В этой связи всю фиксацию уголовно-процессуального познания можно разделить на два видовых элемента. Первым является непосредственный этап, который заключается в механической фиксации познаваемого. Данный этап характерен для случаев объективного познания ситуации, в которой те или иные фиксирующиеся объекты еще не в полной мере идентифицированы с доказательствами и не являются частью доказательственной деятельности. Вторым является этап окончательной фиксации познанного, характерный для судебных стадий, в которых тот или иной факт приобретает окончательную юридическую оценку.
Разница данных видов фиксации определяется тем, что если последний вид фиксации обязательно носит письменный характер и фиксируется протоколом судебного разбирательства, судебным решением, то фиксация на непосредственном этапе может выражаться и в электронном форме (видео, аудио). Особенно это характерно для действий, связанных с фиксацией преступной деятельности, которые уже позднее приобретают письменное отражение. Во многом это обусловлено высокой информативностью фиксируемых элементов, которых на непосредственном этапе гораздо больше, чем на этапе окончательной оценки познанного. В этом контексте «непосредственная» фиксация является непременной частью дедуктивного познания действительности. Сама же разница между фиксацией непосредственного и окончательного типа определяется:
-
- дифференциацией необходимости использования средств электронной и письменной фиксации;
-
- субъектами познания и, как следствия, фиксации;
-
- отдельными фикциями, носящими характер гарантий истинности фиксируемого (использование понятых и пр.).
С точки зрения познавательной процедуры фиксации значение имеет лишь первый момент, поскольку в случае с непосредственной фиксацией электронные способы являются относительно более тщательными, нежели чем выборочная фиксация письменного характера. Тем самым создаются предпосылки для последующей оценки фактов и их выборочного отражения на уровне выводов, решений. Это предполагает наличие перспективных тенденций расширения электронного арсенала фиксации познания на досудебном этапе производства по делу, при четком сохранении константы письменного отражения на судебных стадиях.
Сама же электронная фиксация несколько отличается от письменной, что обусловлено ее механикой и расширенными возможности восприятия фиксируемого.
Мы считаем, что общими критериями, предъявляемыми к электронной форме отражения познания, являются:
-
- электронное качество фиксации, позволяющее воспринимать фиксируемое как процесс, элементы которого можно как-то идентифицировать;
-
- качество электронного материала должно предполагать, что электронная фиксация подлежит минимальному хранению хотя бы в объеме 2-х месяцев (минимальный срок производства по делу);
-
- электронный носитель материала может быть использован с помощью наиболее доступных электронных средств, включая такой язык шифрования электронной записи, который может быть воспроизведен с помощью бытовых электронных средств);
-
- электронная запись должна содержать указание на место и время осуществления познавательного действия или принятия решения.
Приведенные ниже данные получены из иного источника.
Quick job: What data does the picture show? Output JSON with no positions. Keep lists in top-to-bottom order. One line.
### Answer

Тут же заметим, что в отечественном уголовном процессе нам неизвестны случаи электронной фиксации процессуальных решений, что вовсе не исключает их существования при ведении электронного делопроизводства.
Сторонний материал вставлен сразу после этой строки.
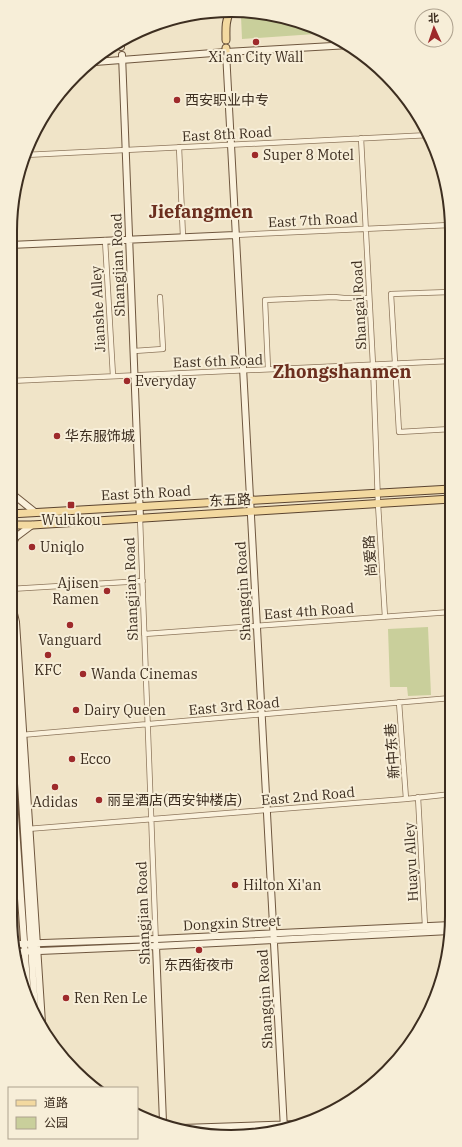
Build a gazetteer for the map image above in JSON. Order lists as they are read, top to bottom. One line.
{"streets":{"main road":["East 5th Road","东五路"],"street":["East 8th Road","East 7th Road","Shangjian Road","Shangai Road","Jianshe Alley","East 6th Road","尚爱路","Shangqin Road","East 4th Road","East 3rd Road","新中东巷","East 2nd Road","Huayu Alley","Dongxin Street"]},"crossings":[["East 8th Road","Shangjian Road"],["East 8th Road","Shangai Road"],["East 8th Road","Shangqin Road"],["East 7th Road","Shangjian Road"],["East 7th Road","Shangai Road"],["East 7th Road","Jianshe Alley"],["East 7th Road","Shangqin Road"],["Shangjian Road","East 6th Road"],["Shangjian Road","East 5th Road"],["Shangjian Road","东五路"],["Shangjian Road","East 4th Road"],["Shangjian Road","East 3rd Road"],["Shangjian Road","East 2nd Road"],["Shangjian Road","Dongxin Street"],["Shangai Road","East 6th Road"],["Shangai Road","East 5th Road"],["Shangai Road","尚爱路"],["Jianshe Alley","East 6th Road"],["East 6th Road","Shangqin Road"],["East 5th Road","尚爱路"],["East 5th Road","Shangqin Road"],["东五路","尚爱路"],["东五路","Shangqin Road"],["尚爱路","East 4th Road"],["Shangqin Road","East 4th Road"],["Shangqin Road","East 3rd Road"],["Shangqin Road","East 2nd Road"],["Shangqin Road","Dongxin Street"],["East 3rd Road","新中东巷"],["新中东巷","East 2nd Road"],["East 2nd Road","Huayu Alley"],["Huayu Alley","Dongxin Street"]],"districts":["Jiefangmen","Zhongshanmen"],"places":{"other":["Xi'an City Wall","西安职业中专","Super 8 Motel","Everyday","华东服饰城","Uniqlo","Ajisen Ramen","Vanguard","KFC","Wanda Cinemas","Dairy Queen","Ecco","Adidas","丽呈酒店(西安钟楼店)","Hilton Xi'an","东西街夜市","Ren Ren Le"],"transit":["Wulukou"]},"legend":["道路","公园"],"north":"top"}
В свою очередь, требованиями, предъявляемыми к письменной форме фиксации деятельности лица, ведущего производство по делу, являются:
-
- качество письменного носителя, предполагающего возможность сохранения информации на минимальный срок, не менее 20 лет (что обусловлено существующими сроками давности);
-
- идиоматическую доступность письменного изложения фиксируемого материала;
-
- указание на место и время осуществления познавательного действия, запроса или принятия решения, условий, могущих повлиять на оценку познания (дождь, снег и пр.);
-
- указание на познающее лицо, лицо, осуществляющее письменную фиксацию действия, запроса, решения;
-
- сущность принятого решения или действия, запроса, результаты действий;
-
- мотивировку принятого решения.
Следует обратить внимание, что здесь нами перечислены абсолютно все требования к письменному отражению уголовно-процессуальной деятельности как таковой. Безусловно, в деталях они различаются спецификацией по отношению к каждому виду отражения. Например, в случае с составлением запроса требование о его мотивировке ограничивается формальным правом запрашивающего лица на получение ответа, а в случае, если такового нет, то мотивировка отсутствует и вовсе.
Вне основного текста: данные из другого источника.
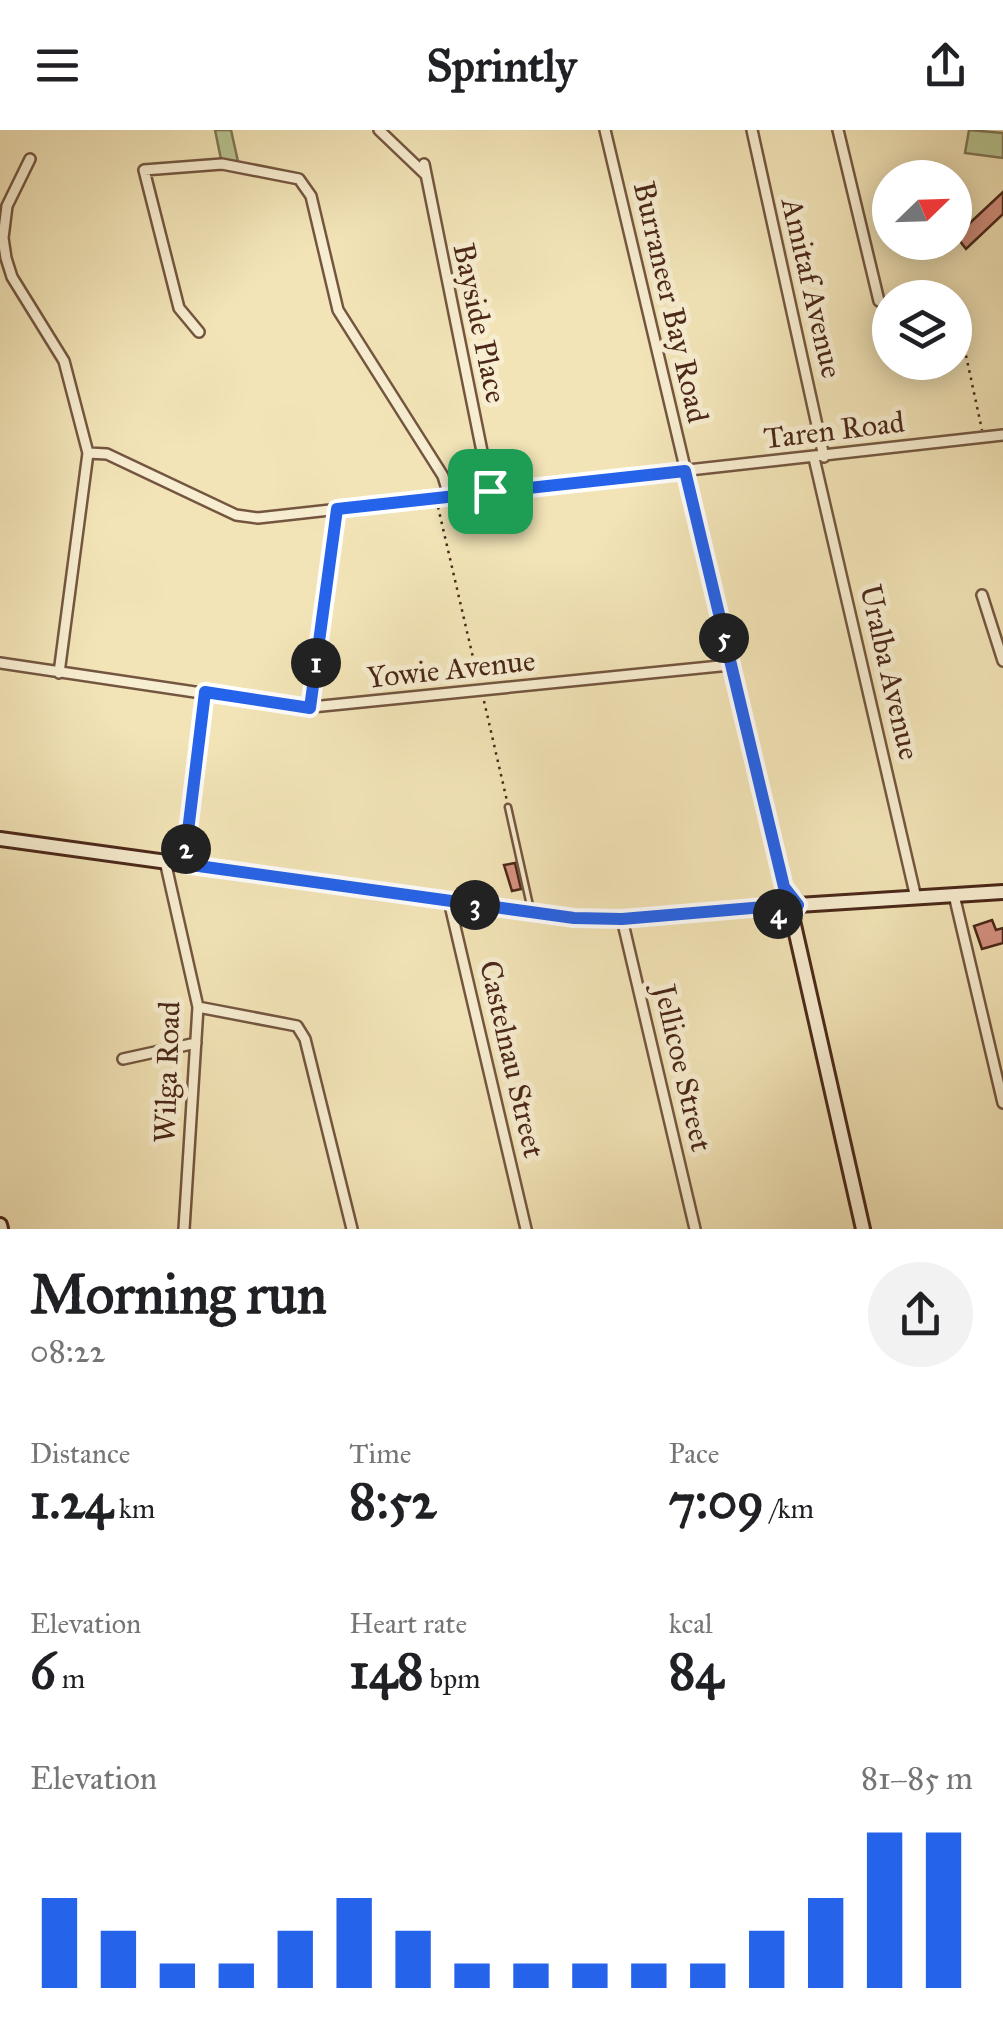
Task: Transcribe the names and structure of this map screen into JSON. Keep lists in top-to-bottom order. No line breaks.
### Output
{"streets":{"street":["Amitaf Avenue","Burraneer Bay Road","Bayside Place","Taren Road","Yowie Avenue","Uralba Avenue","Castelnau Street","Jellicoe Street","Wilga Road"]},"crossings":[["Amitaf Avenue","Taren Road"],["Amitaf Avenue","Uralba Avenue"],["Burraneer Bay Road","Taren Road"],["Burraneer Bay Road","Yowie Avenue"],["Bayside Place","Taren Road"],["Taren Road","Uralba Avenue"]],"north":"top right","page":{"header":"Sprintly","pins":["5","1","2","3","4"],"heading":["Morning run","08:22"],"stats":[["Distance","1.24 km"],["Time","8:52"],["Pace","7:09 /km"],["Elevation","6 m"],["Heart rate","148 bpm"],["kcal","84"]],"chart":["Elevation","81–85 m"]}}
Третьим аспектом, как мы уже обозначили выше, является идиоматический момент, связанный с установлением языка судопроизводства или их множественности. Нужно отметить, что так или иначе вопросы языка в уголовном процессе исследовались многими учеными [5], [6], [7]. Изучение данных трудов указывает на отсуствие единого подхода к понимаю сути абстракции языка уголовного судопроизводства.
Заметим, что логически он, казалось бы, вполне соотносим к общим правилам фиксации действий, решений, запросов по уголовному делу. Вместе с тем его самостоятельное существование в качестве общего условия определяется уже лишь тем фактом, что положения о языке уголовного судопроизводства носят более общий характер, чем положения, определяющие характер выражения уголовного судопроизводства, письменного или устного, тем более если речь идет о том, что таковое фокусируется прежде всего на деятельности лица , осуществляющего уголовное судопроизводство.
Таким образом, рассуждая о языке уголовного судопроизводства , мы говорим в целом об идиоматическом выражении познания, далеко не всегда отражаемого на изначальном языке лица, воспринимающего события. Это означает, что какой-либо источник информации на том или ином языке должен логически соответствовать одному официально выбранному языку судопроизводства, что обеспечивает непротиворечивость уголовно-процессуального познания в лексическом и интрепритационнном смысле. Как следствие, это относится и ко всей документации, фигурирующей в уголовном деле, которая, ввиду логического требования доступности, должна быть изложена на одном языке, либо переведена, прокомментирована на одном языке. Заметим, что такая документация может выходить далеко за пределы официальных языков республики Казахстан. Именно поэтому участие переводчика в уголовном процессе является одной из последующих конкретизаций языковой абстракции.
Сами правила языка уголовного судопроизводства могут базироваться на следующих составляющих:
-
- определение языка уголовного судопроизводства или их группы;
-
- определение дуалистических, полиязычных начал уголовного судопроизводства, в случае возможности использования группы языков в уголовном судопроизводстве.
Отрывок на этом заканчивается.